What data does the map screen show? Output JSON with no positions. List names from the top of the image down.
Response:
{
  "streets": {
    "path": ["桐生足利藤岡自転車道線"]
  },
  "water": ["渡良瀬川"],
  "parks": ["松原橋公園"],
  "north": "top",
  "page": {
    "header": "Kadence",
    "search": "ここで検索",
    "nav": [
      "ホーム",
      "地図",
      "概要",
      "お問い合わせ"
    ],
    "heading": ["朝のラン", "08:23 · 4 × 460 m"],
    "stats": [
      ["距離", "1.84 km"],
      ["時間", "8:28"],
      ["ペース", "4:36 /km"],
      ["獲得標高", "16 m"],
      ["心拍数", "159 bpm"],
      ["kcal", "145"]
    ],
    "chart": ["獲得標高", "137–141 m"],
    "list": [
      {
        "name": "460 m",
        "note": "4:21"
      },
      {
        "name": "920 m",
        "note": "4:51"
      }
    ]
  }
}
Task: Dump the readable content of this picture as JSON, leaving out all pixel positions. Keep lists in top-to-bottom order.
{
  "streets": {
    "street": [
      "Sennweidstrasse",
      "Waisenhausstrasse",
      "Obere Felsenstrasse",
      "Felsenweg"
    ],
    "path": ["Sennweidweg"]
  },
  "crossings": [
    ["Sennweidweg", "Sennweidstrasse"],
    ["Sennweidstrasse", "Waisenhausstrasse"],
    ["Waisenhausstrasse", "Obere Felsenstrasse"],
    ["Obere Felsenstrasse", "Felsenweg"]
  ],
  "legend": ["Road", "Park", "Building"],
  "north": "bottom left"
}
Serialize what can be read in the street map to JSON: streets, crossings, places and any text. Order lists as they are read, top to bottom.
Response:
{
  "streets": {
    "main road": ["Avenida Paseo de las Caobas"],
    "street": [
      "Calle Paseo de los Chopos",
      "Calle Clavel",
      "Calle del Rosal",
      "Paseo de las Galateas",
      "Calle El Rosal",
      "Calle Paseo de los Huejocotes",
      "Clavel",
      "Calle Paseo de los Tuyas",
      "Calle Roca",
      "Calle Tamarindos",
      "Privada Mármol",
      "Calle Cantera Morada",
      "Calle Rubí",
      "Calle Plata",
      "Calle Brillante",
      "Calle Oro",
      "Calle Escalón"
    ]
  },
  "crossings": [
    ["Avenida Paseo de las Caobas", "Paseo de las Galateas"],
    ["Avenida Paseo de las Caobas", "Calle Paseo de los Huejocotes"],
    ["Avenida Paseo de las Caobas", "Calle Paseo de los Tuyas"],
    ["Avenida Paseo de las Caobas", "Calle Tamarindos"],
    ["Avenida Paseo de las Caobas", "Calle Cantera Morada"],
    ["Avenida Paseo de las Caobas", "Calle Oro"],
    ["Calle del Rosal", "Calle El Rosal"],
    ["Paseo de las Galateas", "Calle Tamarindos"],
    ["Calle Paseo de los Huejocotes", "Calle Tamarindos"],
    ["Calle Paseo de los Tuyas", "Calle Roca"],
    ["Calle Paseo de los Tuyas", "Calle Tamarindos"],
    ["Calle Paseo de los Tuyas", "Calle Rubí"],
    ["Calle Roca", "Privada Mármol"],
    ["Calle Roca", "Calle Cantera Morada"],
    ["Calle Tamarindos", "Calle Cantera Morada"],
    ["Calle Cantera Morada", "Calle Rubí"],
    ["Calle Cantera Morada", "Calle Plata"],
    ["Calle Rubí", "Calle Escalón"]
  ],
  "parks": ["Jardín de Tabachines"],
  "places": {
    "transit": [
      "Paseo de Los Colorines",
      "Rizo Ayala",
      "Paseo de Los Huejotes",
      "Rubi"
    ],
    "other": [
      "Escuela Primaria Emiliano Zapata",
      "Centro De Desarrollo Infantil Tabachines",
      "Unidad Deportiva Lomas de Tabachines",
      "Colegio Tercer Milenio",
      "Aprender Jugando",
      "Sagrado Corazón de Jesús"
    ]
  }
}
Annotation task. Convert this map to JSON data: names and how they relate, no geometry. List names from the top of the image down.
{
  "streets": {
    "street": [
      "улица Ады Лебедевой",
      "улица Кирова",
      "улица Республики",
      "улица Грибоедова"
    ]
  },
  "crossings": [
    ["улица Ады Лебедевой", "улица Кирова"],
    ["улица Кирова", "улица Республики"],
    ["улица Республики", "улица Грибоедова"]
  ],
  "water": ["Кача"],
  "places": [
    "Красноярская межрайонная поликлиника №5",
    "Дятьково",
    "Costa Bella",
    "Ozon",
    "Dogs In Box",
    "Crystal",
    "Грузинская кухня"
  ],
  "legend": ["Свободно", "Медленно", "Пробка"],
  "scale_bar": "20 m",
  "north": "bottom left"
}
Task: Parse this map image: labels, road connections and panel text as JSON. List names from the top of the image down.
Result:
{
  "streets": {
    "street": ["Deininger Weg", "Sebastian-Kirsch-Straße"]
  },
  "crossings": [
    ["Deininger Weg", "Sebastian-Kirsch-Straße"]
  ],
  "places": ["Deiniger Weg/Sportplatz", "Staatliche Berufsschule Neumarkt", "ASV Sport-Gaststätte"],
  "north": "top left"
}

+++

#### WHAT IS NEEDED
The records above are to be restated word for word.

#### REPLY TO THE EXERCISE
What data does the map screen show? Output JSON with no positions. List names from the top of the image down.
Response:
{
  "streets": {
    "path": ["桐生足利藤岡自転車道線"]
  },
  "water": ["渡良瀬川"],
  "parks": ["松原橋公園"],
  "north": "top",
  "page": {
    "header": "Kadence",
    "search": "ここで検索",
    "nav": [
      "ホーム",
      "地図",
      "概要",
      "お問い合わせ"
    ],
    "heading": ["朝のラン", "08:23 · 4 × 460 m"],
    "stats": [
      ["距離", "1.84 km"],
      ["時間", "8:28"],
      ["ペース", "4:36 /km"],
      ["獲得標高", "16 m"],
      ["心拍数", "159 bpm"],
      ["kcal", "145"]
    ],
    "chart": ["獲得標高", "137–141 m"],
    "list": [
      {
        "name": "460 m",
        "note": "4:21"
      },
      {
        "name": "920 m",
        "note": "4:51"
      }
    ]
  }
}
Task: Dump the readable content of this picture as JSON, leaving out all pixel positions. Keep lists in top-to-bottom order.
{
  "streets": {
    "street": [
      "Sennweidstrasse",
      "Waisenhausstrasse",
      "Obere Felsenstrasse",
      "Felsenweg"
    ],
    "path": ["Sennweidweg"]
  },
  "crossings": [
    ["Sennweidweg", "Sennweidstrasse"],
    ["Sennweidstrasse", "Waisenhausstrasse"],
    ["Waisenhausstrasse", "Obere Felsenstrasse"],
    ["Obere Felsenstrasse", "Felsenweg"]
  ],
  "legend": ["Road", "Park", "Building"],
  "north": "bottom left"
}
Serialize what can be read in the street map to JSON: streets, crossings, places and any text. Order lists as they are read, top to bottom.
Response:
{
  "streets": {
    "main road": ["Avenida Paseo de las Caobas"],
    "street": [
      "Calle Paseo de los Chopos",
      "Calle Clavel",
      "Calle del Rosal",
      "Paseo de las Galateas",
      "Calle El Rosal",
      "Calle Paseo de los Huejocotes",
      "Clavel",
      "Calle Paseo de los Tuyas",
      "Calle Roca",
      "Calle Tamarindos",
      "Privada Mármol",
      "Calle Cantera Morada",
      "Calle Rubí",
      "Calle Plata",
      "Calle Brillante",
      "Calle Oro",
      "Calle Escalón"
    ]
  },
  "crossings": [
    ["Avenida Paseo de las Caobas", "Paseo de las Galateas"],
    ["Avenida Paseo de las Caobas", "Calle Paseo de los Huejocotes"],
    ["Avenida Paseo de las Caobas", "Calle Paseo de los Tuyas"],
    ["Avenida Paseo de las Caobas", "Calle Tamarindos"],
    ["Avenida Paseo de las Caobas", "Calle Cantera Morada"],
    ["Avenida Paseo de las Caobas", "Calle Oro"],
    ["Calle del Rosal", "Calle El Rosal"],
    ["Paseo de las Galateas", "Calle Tamarindos"],
    ["Calle Paseo de los Huejocotes", "Calle Tamarindos"],
    ["Calle Paseo de los Tuyas", "Calle Roca"],
    ["Calle Paseo de los Tuyas", "Calle Tamarindos"],
    ["Calle Paseo de los Tuyas", "Calle Rubí"],
    ["Calle Roca", "Privada Mármol"],
    ["Calle Roca", "Calle Cantera Morada"],
    ["Calle Tamarindos", "Calle Cantera Morada"],
    ["Calle Cantera Morada", "Calle Rubí"],
    ["Calle Cantera Morada", "Calle Plata"],
    ["Calle Rubí", "Calle Escalón"]
  ],
  "parks": ["Jardín de Tabachines"],
  "places": {
    "transit": [
      "Paseo de Los Colorines",
      "Rizo Ayala",
      "Paseo de Los Huejotes",
      "Rubi"
    ],
    "other": [
      "Escuela Primaria Emiliano Zapata",
      "Centro De Desarrollo Infantil Tabachines",
      "Unidad Deportiva Lomas de Tabachines",
      "Colegio Tercer Milenio",
      "Aprender Jugando",
      "Sagrado Corazón de Jesús"
    ]
  }
}
Annotation task. Convert this map to JSON data: names and how they relate, no geometry. List names from the top of the image down.
{
  "streets": {
    "street": [
      "улица Ады Лебедевой",
      "улица Кирова",
      "улица Республики",
      "улица Грибоедова"
    ]
  },
  "crossings": [
    ["улица Ады Лебедевой", "улица Кирова"],
    ["улица Кирова", "улица Республики"],
    ["улица Республики", "улица Грибоедова"]
  ],
  "water": ["Кача"],
  "places": [
    "Красноярская межрайонная поликлиника №5",
    "Дятьково",
    "Costa Bella",
    "Ozon",
    "Dogs In Box",
    "Crystal",
    "Грузинская кухня"
  ],
  "legend": ["Свободно", "Медленно", "Пробка"],
  "scale_bar": "20 m",
  "north": "bottom left"
}
Task: Parse this map image: labels, road connections and panel text as JSON. List names from the top of the image down.
Result:
{
  "streets": {
    "street": ["Deininger Weg", "Sebastian-Kirsch-Straße"]
  },
  "crossings": [
    ["Deininger Weg", "Sebastian-Kirsch-Straße"]
  ],
  "places": ["Deiniger Weg/Sportplatz", "Staatliche Berufsschule Neumarkt", "ASV Sport-Gaststätte"],
  "north": "top left"
}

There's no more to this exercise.